> _Exercise_: Scan the entries for the string "function" and give the number of lines that have it, nothing further.
* * * * *
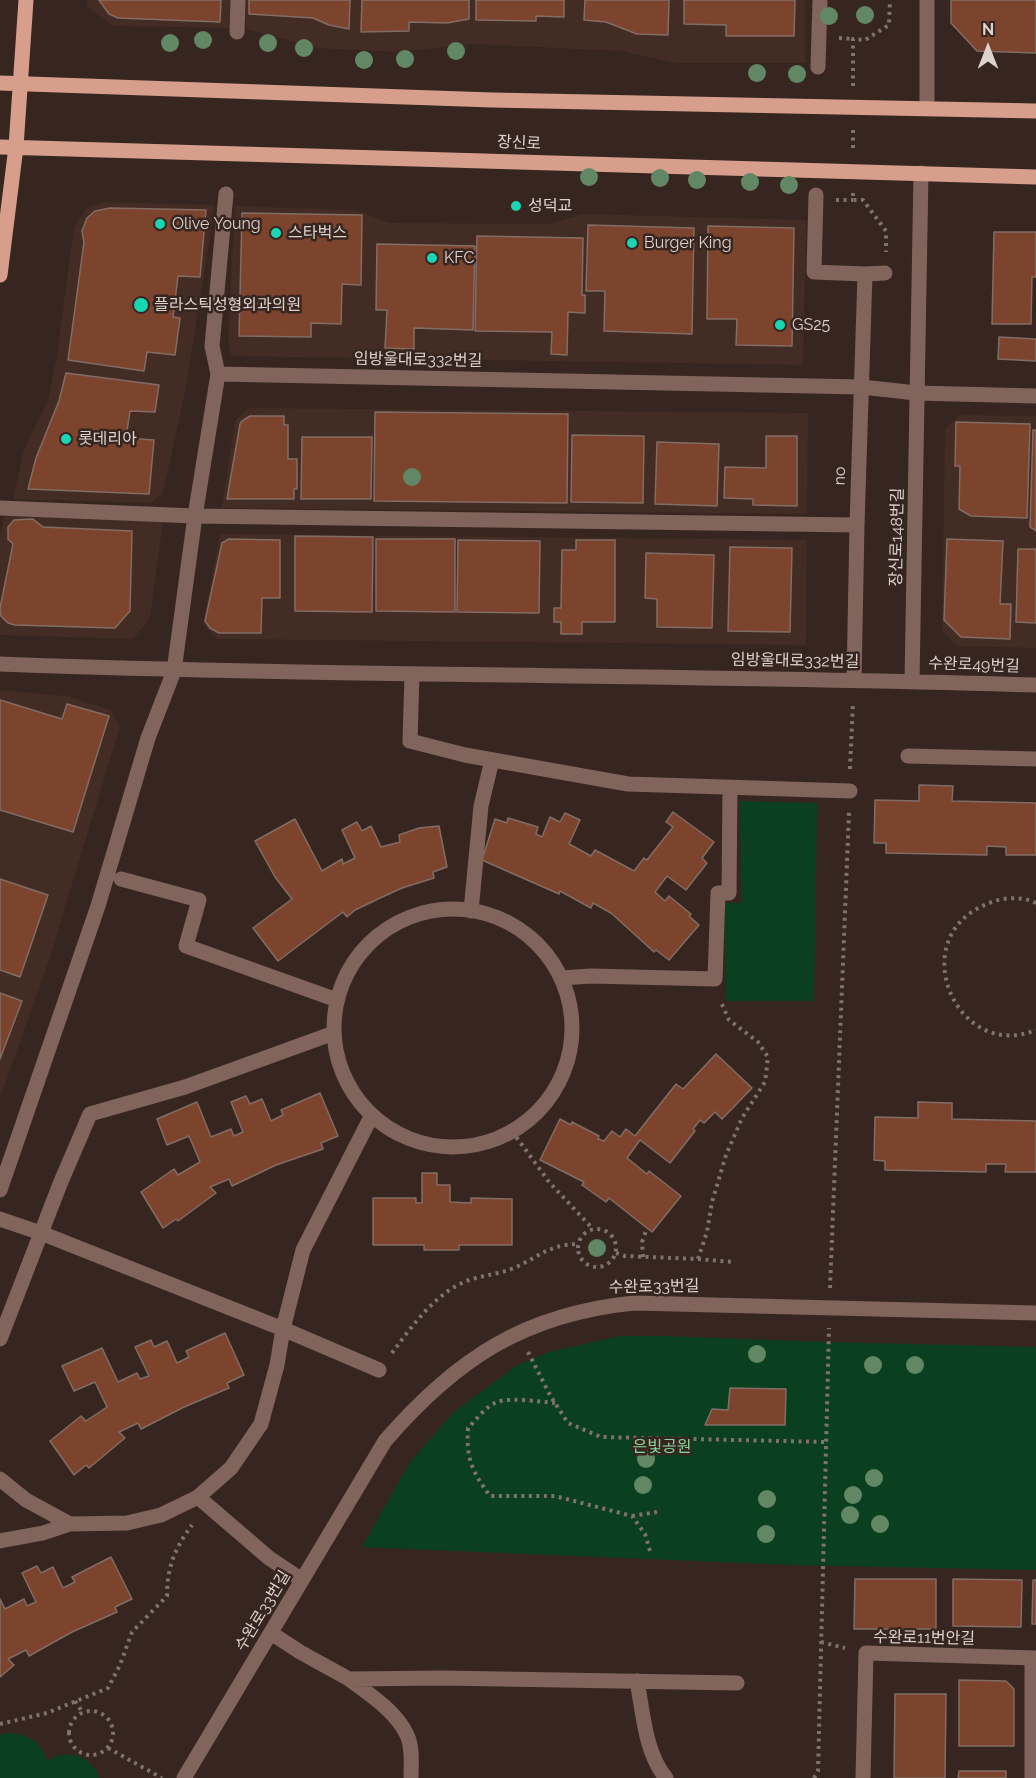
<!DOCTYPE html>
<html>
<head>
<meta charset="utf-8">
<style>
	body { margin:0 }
	#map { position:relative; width:1036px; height:1778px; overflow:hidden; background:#372620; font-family:Raleway,sans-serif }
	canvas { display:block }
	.north { position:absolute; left:958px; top:18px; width:60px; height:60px; -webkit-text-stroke:4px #372620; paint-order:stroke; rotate:0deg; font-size:16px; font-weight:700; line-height:24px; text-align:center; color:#ded2ce }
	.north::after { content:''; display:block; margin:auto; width:21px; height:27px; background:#ded2ce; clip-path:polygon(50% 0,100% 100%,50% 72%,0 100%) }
</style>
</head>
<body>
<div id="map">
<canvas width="1036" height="1778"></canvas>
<div class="north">N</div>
</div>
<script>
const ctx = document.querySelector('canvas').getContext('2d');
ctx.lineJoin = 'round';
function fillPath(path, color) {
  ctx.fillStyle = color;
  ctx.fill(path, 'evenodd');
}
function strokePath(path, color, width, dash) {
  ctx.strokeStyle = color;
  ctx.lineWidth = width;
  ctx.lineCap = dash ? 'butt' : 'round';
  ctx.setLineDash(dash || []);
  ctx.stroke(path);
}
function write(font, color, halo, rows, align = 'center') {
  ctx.font = font + ' Raleway,"Noto Sans KR",sans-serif';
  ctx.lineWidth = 5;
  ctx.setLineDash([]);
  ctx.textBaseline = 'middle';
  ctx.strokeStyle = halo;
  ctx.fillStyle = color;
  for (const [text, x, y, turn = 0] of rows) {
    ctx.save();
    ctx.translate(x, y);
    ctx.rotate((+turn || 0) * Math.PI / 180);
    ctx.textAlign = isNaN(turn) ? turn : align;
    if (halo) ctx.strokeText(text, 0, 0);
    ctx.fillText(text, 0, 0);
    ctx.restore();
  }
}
fillPath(new Path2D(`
	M87 0H231V28L113 26 87 6Z
	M246 0H805V63H675L622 51 471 44 397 52 318 48 246 29Z
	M103 202 215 205 186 387 163 493 151 503 13 499 24 450 48 400 57 355 74 227 86 209Z
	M235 206 356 210 389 223 549 224 583 214 806 220 803 365 231 356 228 338Z
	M249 408 808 413 807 514 222 508 235 421Z
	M960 415 1036 416V648L957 646 942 631 945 429Z
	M5 514 163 521 150 618 133 639 0 635V537Z
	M220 534 807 540 806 645 217 639 203 624Z
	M0 690 66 696 111 710 120 726 49 960 0 1098Z`), '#432c23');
fillPath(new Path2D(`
	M740 801 817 803 814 1001H726L724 903H741Z
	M620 1336H664L828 1342 1036 1347V1570L792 1565 362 1547 410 1462 455 1411 516 1366 549 1352Z
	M6 1733C26 1733 42 1741 47 1761 67 1748 91 1755 99 1778H0V1735Z`), '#0a4020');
const building = new Path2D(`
	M99 0H221L220 22 118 18 109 14Z
	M249 0H350L349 29 329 25 313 18 249 14Z
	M362 0H469V19L447 23 409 22V31L361 32Z
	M476 0H564V17L536 16V21L476 20Z
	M585 0H669L668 35 637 34 606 22 584 20Z
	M684 0H795L794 36H726V25L684 24Z
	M951 0H1036V53L977 51 951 23Z
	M110 208 206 210 200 277 178 276 173 317 180 318 175 355 147 352 144 371 68 360 84 242 82 231 87 218 95 211Z
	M242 213 362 215 361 285 342 284 341 324 311 323V337L239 336Z
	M588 225 694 228 692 334 604 331 605 291H586Z
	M708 226 794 228 792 346 736 345 737 319H707Z
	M994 232H1036V277H1032L1031 324H992Z
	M477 236 583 238 582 295H585V313L568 312 567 355 551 354 552 332 475 331Z
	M377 244 475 246 473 330 414 328V349L385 348 387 310H376Z
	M999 337 1036 339V361L998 359Z
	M66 373 159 385 155 412 130 411 126 438 154 440 149 494 28 489 36 458 59 401Z
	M375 412 568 414 567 503 374 501Z
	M250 416H284V425H288V459H297V489H294V499H227L240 424 242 421Z
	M956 422 1030 424 1027 518 971 516 959 509 960 466H955Z
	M1033 430H1036V531L1030 527Z
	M572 435 644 436 643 503 571 502Z
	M766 436H797V506L753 505V499L724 498 725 467 766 468Z
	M302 437H372L371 499H301Z
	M657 442 719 444 717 506 655 504Z
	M33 519 43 527 132 531 130 611 115 628 15 625 8 623 1 616 0 608 13 544 8 539V527L14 520Z
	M295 536 373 537 372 612 295 611Z
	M229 539 280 540V598H262L261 633H219L210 628 205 621 222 543Z
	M376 539H455V612L376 611Z
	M947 539 1003 541 1000 604H1011L1010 639 961 637 944 620Z
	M458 540 540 541 539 613 457 612Z
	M576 540H615V622H582V634H561V622H554V608H561L562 550H576Z
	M730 547 792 548 790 632 728 631Z
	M1018 549H1036V623L1016 622Z
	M646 553 714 555 712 628 657 627V599L645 598Z
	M0 700 62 719 67 704 109 716 73 832 0 810Z
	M919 785 953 786 952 801 1036 803V855H1006V847L987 846V855L886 853V843H874L875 800 919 801Z
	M673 812 714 842 702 858 707 863 686 890 667 876 655 892 665 901 669 896 691 914 689 916 699 925 669 960 656 950 654 952 611 913 593 903 591 908 560 891 559 894 482 860 495 819 507 823 508 818 538 827 536 834 542 837 550 817 560 822 565 813 580 820 569 844 591 856 595 850 634 871 644 858 647 860 673 827 666 822Z
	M295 819 322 871 342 859 343 864 355 858 342 830 357 822 362 831 371 826 381 847 400 842 399 835 419 828 439 826 447 867 433 872 434 878 402 888 378 899 355 910 347 917 343 912 278 961 253 928 292 899 275 877 255 841Z
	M0 879 48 895 20 977 0 970Z
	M0 993 22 1001 0 1059Z
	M716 1054 752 1088 722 1119 715 1112 704 1123 700 1120 693 1129 695 1131 670 1163 640 1140 627 1158 647 1174 649 1171 681 1196 652 1232 609 1198 606 1202 582 1185 584 1182 540 1160 560 1119 571 1125 572 1122 599 1136 598 1139 604 1141 612 1131 620 1137 626 1129 635 1136 676 1084 683 1089Z
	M320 1093 338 1136 321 1143 323 1149 276 1165 232 1186 229 1179 210 1187 216 1193 178 1221 176 1219 163 1228 141 1192 174 1169 178 1175 200 1162 189 1136 167 1145 157 1119 197 1102 211 1137 231 1129 234 1136 243 1132 231 1102 246 1096 250 1104 262 1099 271 1121 283 1115 281 1110Z
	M918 1102 952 1103V1119L1036 1121V1172H1005L1006 1164H986V1172L885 1170V1161L874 1160 875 1117 918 1118Z
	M422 1173H437V1185H450V1202L471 1203V1198L512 1199V1245H459V1250H424V1245H373V1198H416V1203H422Z
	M225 1333 244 1375 227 1383 229 1388 184 1407 141 1429 138 1423 119 1432 125 1438 89 1468 86 1465 74 1475 50 1441 81 1416 86 1421 107 1407 95 1382 74 1391 62 1366 102 1348 118 1382 137 1373 140 1379 149 1376 135 1347 151 1340 154 1347 167 1341 177 1363 189 1357 186 1351Z
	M730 1388 786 1389 785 1425H705L712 1409 728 1410Z
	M111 1557 132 1599 115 1607 117 1612 72 1632 29 1656 26 1650 8 1659 14 1665 0 1677V1599L5 1609 24 1599 27 1606 36 1602 22 1573 37 1566 41 1573 53 1567 63 1588 75 1582 72 1577Z
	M855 1579H936V1629H854Z
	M953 1579 1022 1580 1021 1627 953 1626Z
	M1033 1580H1036V1624H1032Z
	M959 1680 1006 1681 1014 1689V1746H959Z
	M895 1694H946L945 1778H894Z
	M959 1771H1006V1778H958Z`);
fillPath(building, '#7c432d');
strokePath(building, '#826d66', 1.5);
strokePath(new Path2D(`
	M839 38 853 39
	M853 86V39L865 40 889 25 890 0
	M853 130V149
	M853 193V200H863L886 231V252
	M836 200H853
	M850 769 853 702
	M1036 903C1021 896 1002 897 987 904 903 937 956 1063 1036 1030
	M512 1131 549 1182 593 1229
	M578 1248a19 19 0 1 1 38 0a19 19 0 1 1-38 0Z
	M616 1253 625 1256 698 1259 707 1232 712 1202 726 1155 742 1118 765 1082 768 1057 758 1042 729 1020 720 1000
	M643 1257 642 1242 647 1228
	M698 1259 733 1262
	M830 1288 849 812
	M528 1352 551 1397 568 1423 601 1437 826 1442
	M392 1353C412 1326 436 1292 469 1280 484 1275 499 1274 514 1268 539 1257 547 1245 578 1244
	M555 1403C540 1402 510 1397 497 1402 486 1406 476 1420 468 1428 466 1459 472 1471 490 1496H555L632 1516 645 1534 650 1551
	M632 1516 657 1512
	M821 1642 845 1648
	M75 1701 83 1713
	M69 1733a22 22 0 1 1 44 0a22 22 0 1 1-44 0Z
	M0 1724 47 1713 108 1688 120 1665 132 1632 167 1596C167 1567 175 1548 192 1525
	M108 1748 162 1778
	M814 1778 818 1771 829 1328`), '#81726d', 4, [3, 4.5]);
strokePath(new Path2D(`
	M927 0V108
	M237 32 238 0
	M818 67 820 0
	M816 195 814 272 865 274 885 273
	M218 374 212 346 226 194
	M0 508 195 516 857 525
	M0 664C345 677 691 674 1036 685
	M412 674 410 741 465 755 628 784 850 791
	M854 680 857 525 865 274
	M912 681 921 173
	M908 756 1036 759
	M121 879 199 900 186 946 337 1000
	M334 1028a119 119 0 1 1 238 0a119 119 0 1 1-238 0Z
	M471 911 481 806 492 760
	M561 978 591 976 715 979 718 893H729L730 788
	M0 1190 98 906 148 738 174 671 195 516 218 374 862 387 916 393 1036 396
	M0 1219 41 1233 283 1329 379 1370
	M0 1339 60 1184 90 1114 185 1087 334 1033
	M0 1479 26 1500 70 1524 127 1523 161 1515 198 1497 269 1558 302 1580
	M198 1497 231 1468 261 1424 277 1365 283 1329 303 1250 372 1115
	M0 1541 43 1533 70 1524
	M271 1633 300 1652 349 1679 442 1678 737 1683
	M349 1679C370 1695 396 1711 407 1735 413 1747 411 1765 411 1778
	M637 1681C643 1712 645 1753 666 1778
	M184 1778 385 1441C456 1359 524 1314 634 1303L1036 1313
	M863 1778 866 1653 1036 1658
	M1032 1778V1658`), '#81655c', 15);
strokePath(new Path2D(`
	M0 83 492 100 1036 111
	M0 147 1036 177
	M0 275 16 147 26 0`), '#d79f8b', 15);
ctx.fillStyle = '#628764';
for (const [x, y] of [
	[865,15],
	[829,16],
	[203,40],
	[170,43],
	[268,43],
	[304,48],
	[456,51],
	[405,59],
	[364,60],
	[757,73],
	[797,74],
	[589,177],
	[660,178],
	[697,180],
	[750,182],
	[789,185],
	[412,477],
	[597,1248],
	[757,1354],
	[873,1365],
	[915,1365],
	[646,1459],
	[874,1478],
	[643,1485],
	[853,1495],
	[767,1499],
	[850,1515],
	[880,1524],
	[766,1534]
]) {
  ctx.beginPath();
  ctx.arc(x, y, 9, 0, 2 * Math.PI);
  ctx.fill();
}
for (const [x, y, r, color] of [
	[516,206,6,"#1ad5b2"],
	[160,224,6,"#1ad5b2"],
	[276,233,6,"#1ad5b2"],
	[632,243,6,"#1ad5b2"],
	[432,258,6,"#1ad5b2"],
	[141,305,8,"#1ad5b2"],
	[780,325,6,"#1ad5b2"],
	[66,439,6,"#1ad5b2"]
]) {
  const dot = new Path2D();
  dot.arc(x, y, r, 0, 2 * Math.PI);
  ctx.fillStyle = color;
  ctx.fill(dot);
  strokePath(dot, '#372620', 2);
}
write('16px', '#ded2ce', '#372620', [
	["장신로",519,143,3],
	["임방울대로332번길",418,360,1],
	["no",840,476,-88],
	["장신로148번길",897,537,-89],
	["임방울대로332번길",795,661,1],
	["수완로49번길",974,665,2],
	["수완로33번길",654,1287,-1],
	["수완로33번길",263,1611,-59],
	["수완로11번안길",924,1638,1]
]);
write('16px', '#ded2ce', '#372620', [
	["성덕교",528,206],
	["Olive Young",172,224],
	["스타벅스",288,233],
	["Burger King",644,243],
	["KFC",444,258],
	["플라스틱성형외과의원",154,305],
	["GS25",792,325],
	["롯데리아",78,439]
], 'left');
write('16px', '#85d69c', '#372620', [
	["은빛공원",662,1447]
]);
</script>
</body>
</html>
* * * * *
> _Output of the exercise_: 3